Laboratoire de Neurobiologie, CNRS UMR 7637, Ecole Supérieure de Physique et de Chimie Industrielles, 10 rue Vauquelin, 75005 Paris, France Equipe de Statistique Appliquée, Ecole Supérieure de Physique et de Chimie Industrielles, 10 rue Vauquelin, 75005 Paris, France.
Pain. 2012 Aug;153(8):1636-1647. doi: 10.1016/j.pain.2012.04.016. Epub 2012 May 30.

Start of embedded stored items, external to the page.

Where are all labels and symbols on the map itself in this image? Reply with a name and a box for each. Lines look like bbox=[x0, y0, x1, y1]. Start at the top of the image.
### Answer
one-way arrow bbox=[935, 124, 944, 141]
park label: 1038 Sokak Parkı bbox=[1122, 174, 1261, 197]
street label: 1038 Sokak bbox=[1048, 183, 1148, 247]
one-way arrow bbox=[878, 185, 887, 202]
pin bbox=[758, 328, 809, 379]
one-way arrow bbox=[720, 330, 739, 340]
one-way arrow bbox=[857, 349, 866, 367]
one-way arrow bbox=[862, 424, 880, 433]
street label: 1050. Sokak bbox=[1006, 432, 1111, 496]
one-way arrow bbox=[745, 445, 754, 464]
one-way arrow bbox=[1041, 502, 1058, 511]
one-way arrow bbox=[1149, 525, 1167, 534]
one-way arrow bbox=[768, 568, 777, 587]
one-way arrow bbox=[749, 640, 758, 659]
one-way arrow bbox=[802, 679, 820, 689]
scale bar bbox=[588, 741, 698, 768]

Oxaliplatin is a third-generation platinum-based chemotherapy drug that has gained importance in the treatment of advanced metastatic colorectal cancer. Its dose-limiting side effect is the production of chronic peripheral neuropathy. Using a modified model of oxaliplatin-induced sensory neuropathy, we investigated plastic changes at the cortical level as possible mechanisms underlying the chronicity of pain sensation in this model. Changes in gene expression were studied using DNA microarray which revealed that when oxaliplatin-treated animals displayed clinical neuropathic pain symptoms, including mechanical and thermal hypersensitivity, approximately 900 were down-regulated in the somatosensory cortex. Because of the known role of potassium channels in neuronal excitability, the study further focussed on the down-regulation of these channels as the possible molecular origin of cortical hyperexcitability. Quantification of the magnitude of neuronal extracellular signal-regulated kinase (ERK) phosphorylation in cortical neurons as a marker of neuronal activity revealed a 10-fold increase induced by oxaliplatin treatment, suggesting that neurons of cortical areas involved in transmission of painful stimuli undergo a chronic cortical excitability. We further demonstrated, using cortical injection of lentiviral vector shRNA against Kv2.2, that down-regulation of this potassium channel in naive animals induced a sustained thermal and mechanical hypersensitivity. In conclusion, although the detailed mechanisms leading to this cortical excitability are still unknown, our study demonstrated that a cortical down regulation of potassium channels could underlie pain chronicity in this model of chemotherapy-induced neuropathic pain.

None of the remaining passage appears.